▶ ABOUT THIS EXERCISE:
A faithful copy of all the data is the goal; omit the pictures.

Dataset entries
★ ★ ★ ★ ★

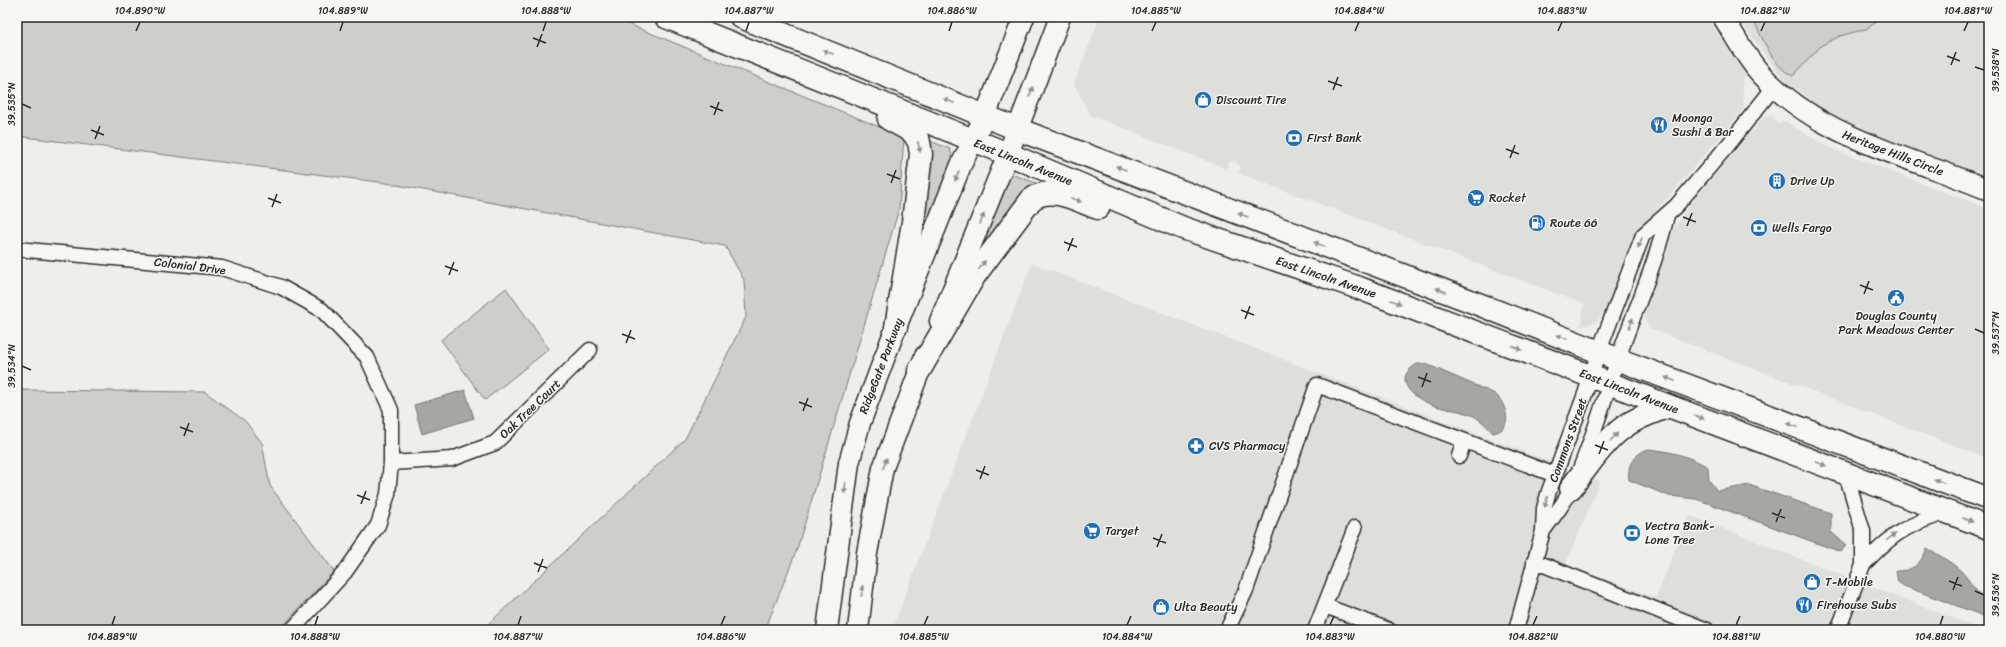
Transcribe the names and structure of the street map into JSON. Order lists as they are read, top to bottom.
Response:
{
  "streets": {
    "main road": ["Heritage Hills Circle", "East Lincoln Avenue", "RidgeGate Parkway"],
    "street": ["Colonial Drive", "Oak Tree Court", "Commons Street"]
  },
  "crossings": [
    ["East Lincoln Avenue", "RidgeGate Parkway"],
    ["East Lincoln Avenue", "Commons Street"],
    ["Colonial Drive", "Oak Tree Court"]
  ],
  "places": {
    "shop": ["Discount Tire", "T-Mobile", "Ulta Beauty"],
    "restaurant": ["Moonga Sushi & Bar", "Firehouse Subs"],
    "bank": ["First Bank", "Wells Fargo", "Vectra Bank- Lone Tree"],
    "building": ["Drive Up"],
    "supermarket": ["Rocket", "Target"],
    "fuel station": ["Route 66"],
    "public building": ["Douglas County Park Meadows Center"],
    "pharmacy": ["CVS Pharmacy"]
  },
  "coordinates": [
    "104.890°W",
    "104.889°W",
    "104.888°W",
    "104.887°W",
    "104.886°W",
    "104.885°W",
    "104.884°W",
    "104.883°W",
    "104.882°W",
    "104.881°W",
    "39.538°N",
    "39.535°N",
    "39.537°N",
    "39.534°N",
    "39.536°N",
    "104.880°W"
  ]
}
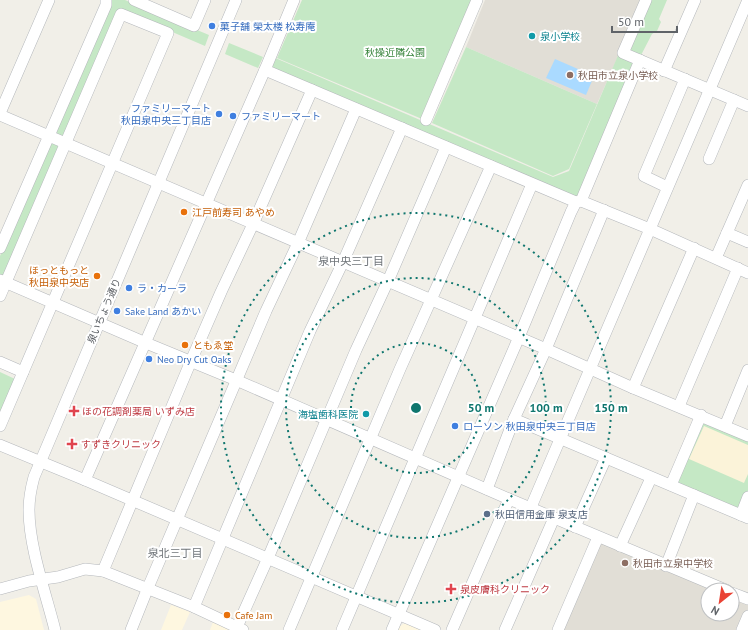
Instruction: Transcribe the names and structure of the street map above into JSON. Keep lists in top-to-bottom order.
{
  "streets": {
    "street": ["泉いちょう通り"]
  },
  "districts": ["泉中央三丁目", "泉北三丁目"],
  "parks": ["秋操近隣公園"],
  "places": {
    "other": [
      "菓子舗 榮太楼 松寿庵",
      "泉小学校",
      "秋田市立泉小学校",
      "ファミリーマート 秋田泉中央三丁目店",
      "ファミリーマート",
      "江戸前寿司 あやめ",
      "ほっともっと 秋田泉中央店",
      "ラ・カーラ",
      "Sake Land あかい",
      "ともゑ堂",
      "Neo Dry Cut Oaks",
      "海塩歯科医院",
      "ローソン 秋田泉中央三丁目店",
      "秋田信用金庫 泉支店",
      "秋田市立泉中学校",
      "Cafe Jam"
    ],
    "health": ["ほの花調剤薬局 いずみ店", "すずきクリニック", "泉皮膚科クリニック"]
  },
  "scale_bar": "50 m",
  "north": "bottom left",
  "rings": ["50 m", "100 m", "150 m"]
}
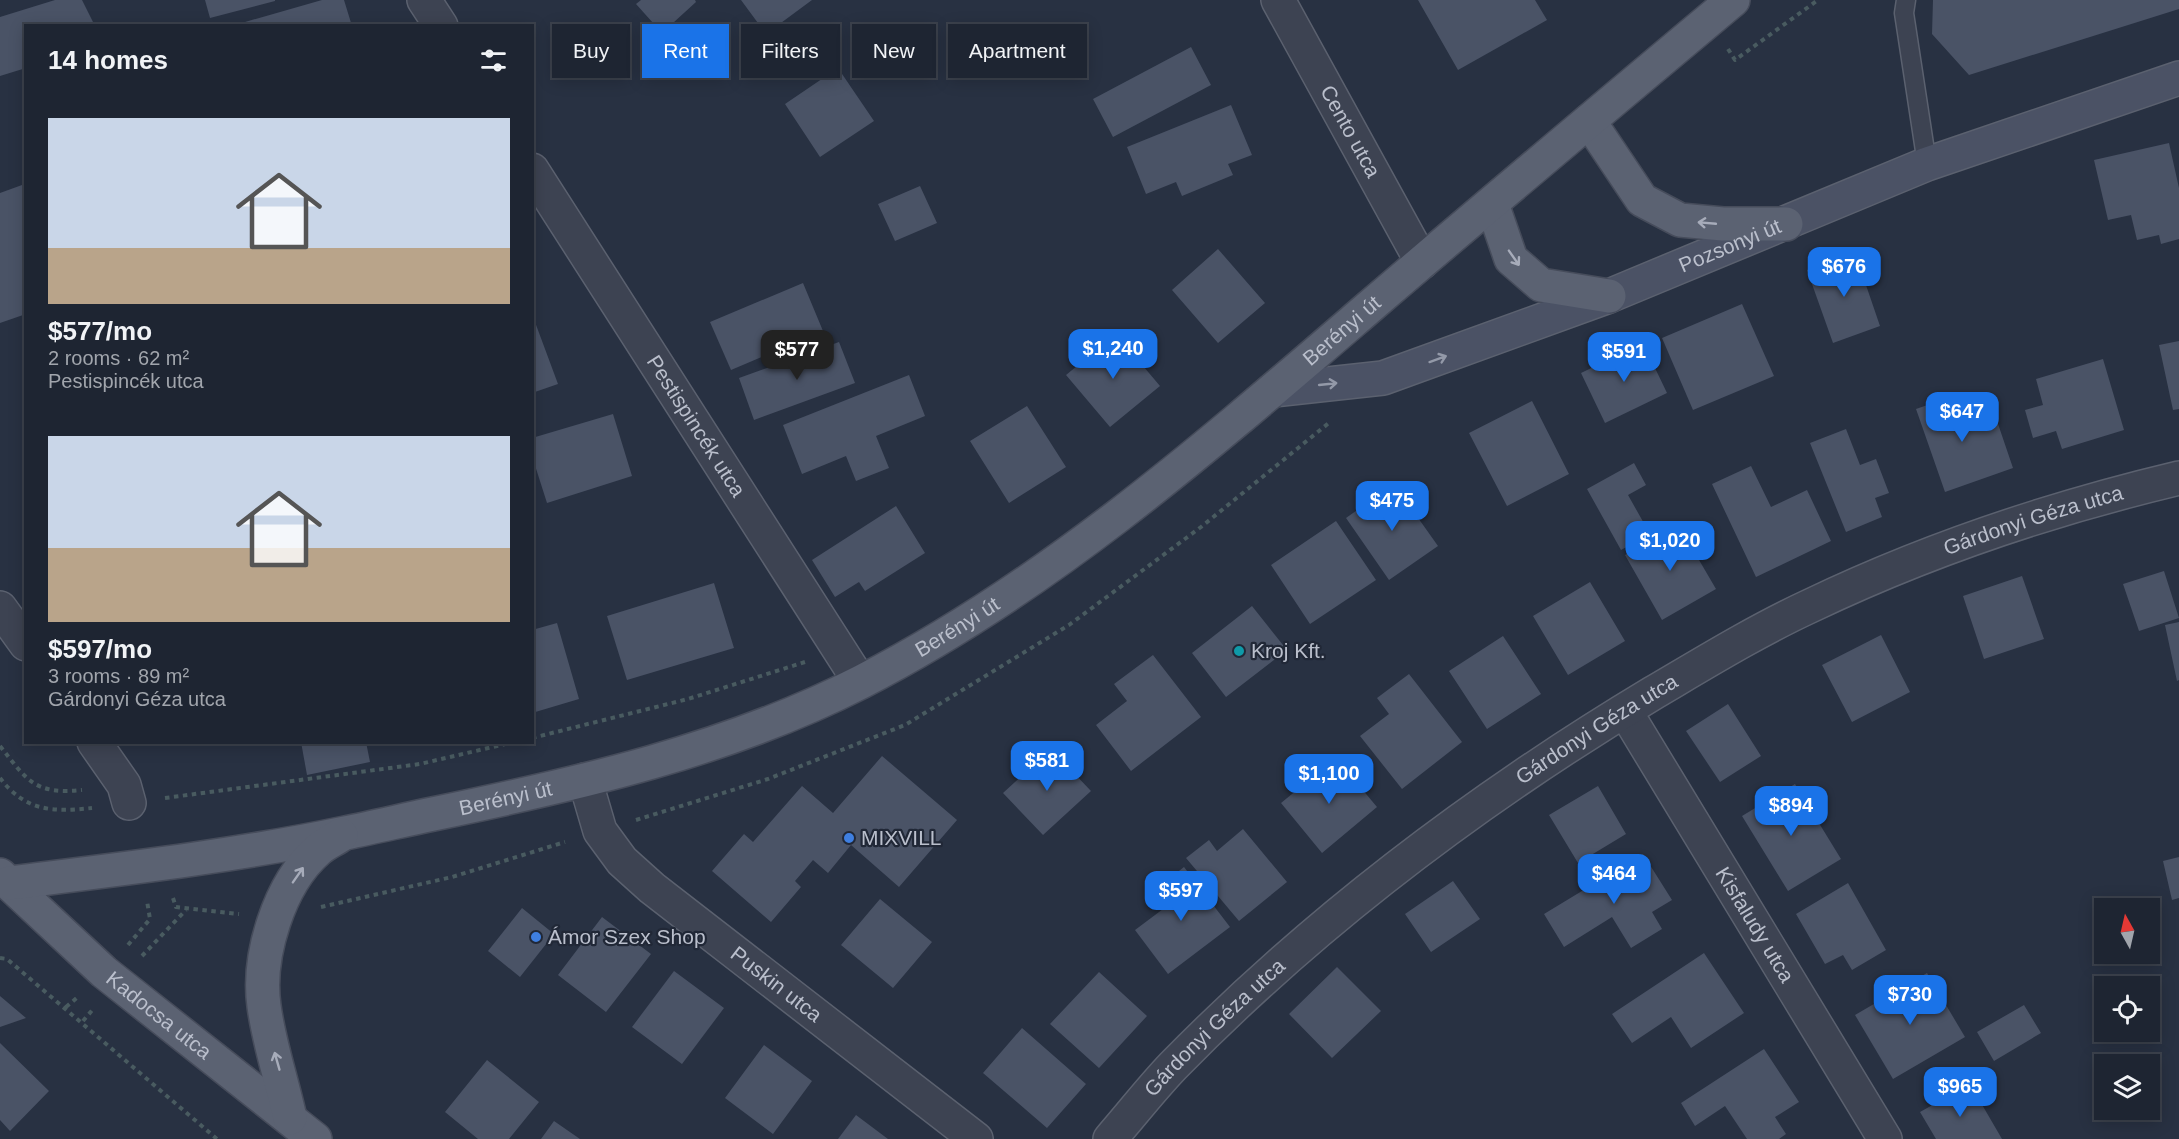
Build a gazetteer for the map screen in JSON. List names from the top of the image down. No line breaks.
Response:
{"streets":{"main road":["Berényi út","Kadocsa utca"],"street":["Cento utca","Pozsonyi út","Pestispincék utca","Gárdonyi Géza utca","Kisfaludy utca","Puskin utca"]},"crossings":[["Cento utca","Berényi út"],["Pozsonyi út","Berényi út"],["Berényi út","Pestispincék utca"],["Berényi út","Puskin utca"],["Berényi út","Kadocsa utca"],["Gárdonyi Géza utca","Kisfaludy utca"]],"one_way":["Pozsonyi út"],"places":["Kroj Kft.","MIXVILL","Ámor Szex Shop"],"north":"top","page":{"chip":["Buy","Rent","Filters","New","Apartment"],"heading":"14 homes","list":[{"name":"$577/mo","note":"2 rooms · 62 m² · Pestispincék utca"},{"name":"$597/mo","note":"3 rooms · 89 m² · Gárdonyi Géza utca"}],"price":["$676","$1,240","$577","$591","$647","$475","$1,020","$581","$1,100","$894","$464","$597","$730","$965"]}}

★ ★ ★ ★ ★

▶ OUTPUT FOR THIS TASK:
Transcribe the names and structure of the street map into JSON. Order lists as they are read, top to bottom.
Response:
{
  "streets": {
    "main road": ["Heritage Hills Circle", "East Lincoln Avenue", "RidgeGate Parkway"],
    "street": ["Colonial Drive", "Oak Tree Court", "Commons Street"]
  },
  "crossings": [
    ["East Lincoln Avenue", "RidgeGate Parkway"],
    ["East Lincoln Avenue", "Commons Street"],
    ["Colonial Drive", "Oak Tree Court"]
  ],
  "places": {
    "shop": ["Discount Tire", "T-Mobile", "Ulta Beauty"],
    "restaurant": ["Moonga Sushi & Bar", "Firehouse Subs"],
    "bank": ["First Bank", "Wells Fargo", "Vectra Bank- Lone Tree"],
    "building": ["Drive Up"],
    "supermarket": ["Rocket", "Target"],
    "fuel station": ["Route 66"],
    "public building": ["Douglas County Park Meadows Center"],
    "pharmacy": ["CVS Pharmacy"]
  },
  "coordinates": [
    "104.890°W",
    "104.889°W",
    "104.888°W",
    "104.887°W",
    "104.886°W",
    "104.885°W",
    "104.884°W",
    "104.883°W",
    "104.882°W",
    "104.881°W",
    "39.538°N",
    "39.535°N",
    "39.537°N",
    "39.534°N",
    "39.536°N",
    "104.880°W"
  ]
}
Instruction: Transcribe the names and structure of the street map above into JSON. Keep lists in top-to-bottom order.
{
  "streets": {
    "street": ["泉いちょう通り"]
  },
  "districts": ["泉中央三丁目", "泉北三丁目"],
  "parks": ["秋操近隣公園"],
  "places": {
    "other": [
      "菓子舗 榮太楼 松寿庵",
      "泉小学校",
      "秋田市立泉小学校",
      "ファミリーマート 秋田泉中央三丁目店",
      "ファミリーマート",
      "江戸前寿司 あやめ",
      "ほっともっと 秋田泉中央店",
      "ラ・カーラ",
      "Sake Land あかい",
      "ともゑ堂",
      "Neo Dry Cut Oaks",
      "海塩歯科医院",
      "ローソン 秋田泉中央三丁目店",
      "秋田信用金庫 泉支店",
      "秋田市立泉中学校",
      "Cafe Jam"
    ],
    "health": ["ほの花調剤薬局 いずみ店", "すずきクリニック", "泉皮膚科クリニック"]
  },
  "scale_bar": "50 m",
  "north": "bottom left",
  "rings": ["50 m", "100 m", "150 m"]
}
Build a gazetteer for the map screen in JSON. List names from the top of the image down. No line breaks.
Response:
{"streets":{"main road":["Berényi út","Kadocsa utca"],"street":["Cento utca","Pozsonyi út","Pestispincék utca","Gárdonyi Géza utca","Kisfaludy utca","Puskin utca"]},"crossings":[["Cento utca","Berényi út"],["Pozsonyi út","Berényi út"],["Berényi út","Pestispincék utca"],["Berényi út","Puskin utca"],["Berényi út","Kadocsa utca"],["Gárdonyi Géza utca","Kisfaludy utca"]],"one_way":["Pozsonyi út"],"places":["Kroj Kft.","MIXVILL","Ámor Szex Shop"],"north":"top","page":{"chip":["Buy","Rent","Filters","New","Apartment"],"heading":"14 homes","list":[{"name":"$577/mo","note":"2 rooms · 62 m² · Pestispincék utca"},{"name":"$597/mo","note":"3 rooms · 89 m² · Gárdonyi Géza utca"}],"price":["$676","$1,240","$577","$591","$647","$475","$1,020","$581","$1,100","$894","$464","$597","$730","$965"]}}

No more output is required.